WHAT YOU ARE ASKED TO DO
The entries need to be copied exactly as they stand, images left out.

▬▬▬▬▬▬

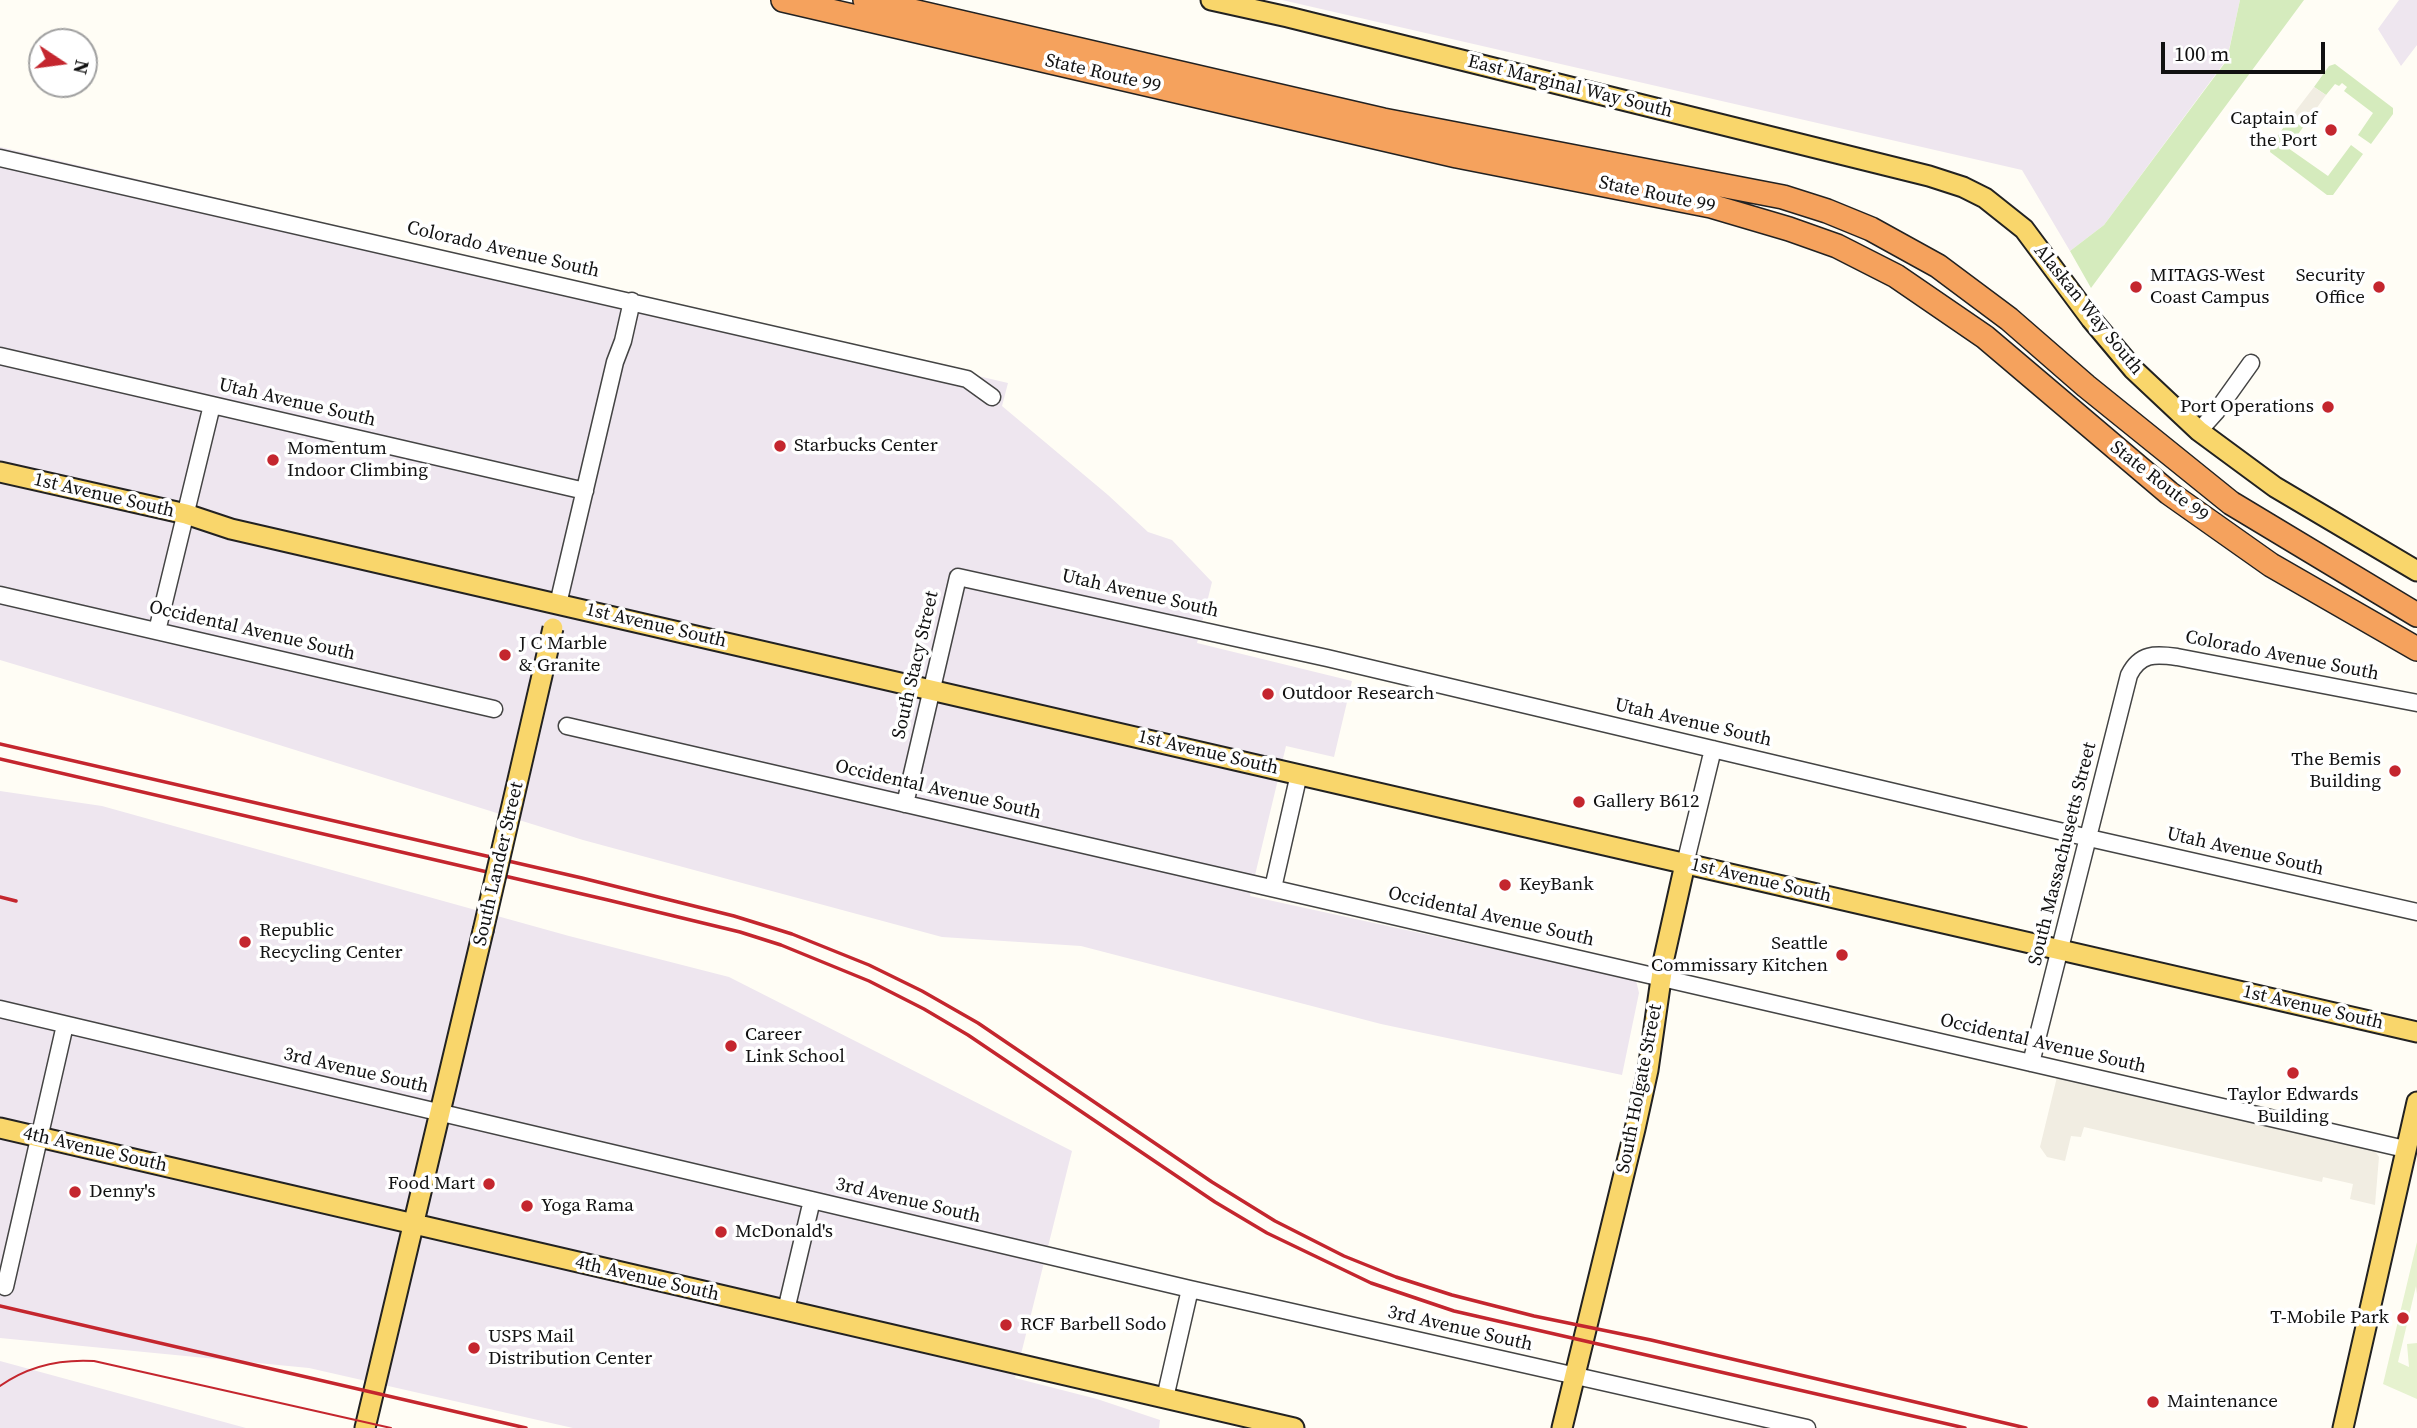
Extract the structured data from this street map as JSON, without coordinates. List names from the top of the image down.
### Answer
{
  "streets": {
    "highway": ["State Route 99"],
    "main road": [
      "East Marginal Way South",
      "Alaskan Way South",
      "1st Avenue South",
      "South Lander Street",
      "South Holgate Street",
      "4th Avenue South"
    ],
    "street": [
      "Colorado Avenue South",
      "Utah Avenue South",
      "Occidental Avenue South",
      "South Stacy Street",
      "South Massachusetts Street",
      "3rd Avenue South"
    ]
  },
  "crossings": [
    ["East Marginal Way South", "Alaskan Way South"],
    ["Colorado Avenue South", "South Massachusetts Street"],
    ["Colorado Avenue South", "South Lander Street"],
    ["Utah Avenue South", "South Stacy Street"],
    ["Utah Avenue South", "South Massachusetts Street"],
    ["Utah Avenue South", "South Lander Street"],
    ["Utah Avenue South", "South Holgate Street"],
    ["1st Avenue South", "South Stacy Street"],
    ["1st Avenue South", "South Massachusetts Street"],
    ["1st Avenue South", "South Lander Street"],
    ["1st Avenue South", "South Holgate Street"],
    ["Occidental Avenue South", "South Stacy Street"],
    ["Occidental Avenue South", "South Massachusetts Street"],
    ["Occidental Avenue South", "South Holgate Street"],
    ["South Lander Street", "3rd Avenue South"],
    ["South Lander Street", "4th Avenue South"],
    ["3rd Avenue South", "South Holgate Street"]
  ],
  "places": [
    "Captain of the Port",
    "MITAGS-West Coast Campus",
    "Security Office",
    "Port Operations",
    "Starbucks Center",
    "Momentum Indoor Climbing",
    "J C Marble & Granite",
    "Outdoor Research",
    "The Bemis Building",
    "Gallery B612",
    "KeyBank",
    "Republic Recycling Center",
    "Seattle Commissary Kitchen",
    "Career Link School",
    "Taylor Edwards Building",
    "Food Mart",
    "Denny's",
    "Yoga Rama",
    "McDonald's",
    "T-Mobile Park",
    "RCF Barbell Sodo",
    "USPS Mail Distribution Center",
    "Maintenance"
  ],
  "scale_bar": "100 m",
  "north": "right"
}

▬▬▬▬▬▬

ANSWER FOR THE TASK
Extract the structured data from this street map as JSON, without coordinates. List names from the top of the image down.
### Answer
{
  "streets": {
    "highway": ["State Route 99"],
    "main road": [
      "East Marginal Way South",
      "Alaskan Way South",
      "1st Avenue South",
      "South Lander Street",
      "South Holgate Street",
      "4th Avenue South"
    ],
    "street": [
      "Colorado Avenue South",
      "Utah Avenue South",
      "Occidental Avenue South",
      "South Stacy Street",
      "South Massachusetts Street",
      "3rd Avenue South"
    ]
  },
  "crossings": [
    ["East Marginal Way South", "Alaskan Way South"],
    ["Colorado Avenue South", "South Massachusetts Street"],
    ["Colorado Avenue South", "South Lander Street"],
    ["Utah Avenue South", "South Stacy Street"],
    ["Utah Avenue South", "South Massachusetts Street"],
    ["Utah Avenue South", "South Lander Street"],
    ["Utah Avenue South", "South Holgate Street"],
    ["1st Avenue South", "South Stacy Street"],
    ["1st Avenue South", "South Massachusetts Street"],
    ["1st Avenue South", "South Lander Street"],
    ["1st Avenue South", "South Holgate Street"],
    ["Occidental Avenue South", "South Stacy Street"],
    ["Occidental Avenue South", "South Massachusetts Street"],
    ["Occidental Avenue South", "South Holgate Street"],
    ["South Lander Street", "3rd Avenue South"],
    ["South Lander Street", "4th Avenue South"],
    ["3rd Avenue South", "South Holgate Street"]
  ],
  "places": [
    "Captain of the Port",
    "MITAGS-West Coast Campus",
    "Security Office",
    "Port Operations",
    "Starbucks Center",
    "Momentum Indoor Climbing",
    "J C Marble & Granite",
    "Outdoor Research",
    "The Bemis Building",
    "Gallery B612",
    "KeyBank",
    "Republic Recycling Center",
    "Seattle Commissary Kitchen",
    "Career Link School",
    "Taylor Edwards Building",
    "Food Mart",
    "Denny's",
    "Yoga Rama",
    "McDonald's",
    "T-Mobile Park",
    "RCF Barbell Sodo",
    "USPS Mail Distribution Center",
    "Maintenance"
  ],
  "scale_bar": "100 m",
  "north": "right"
}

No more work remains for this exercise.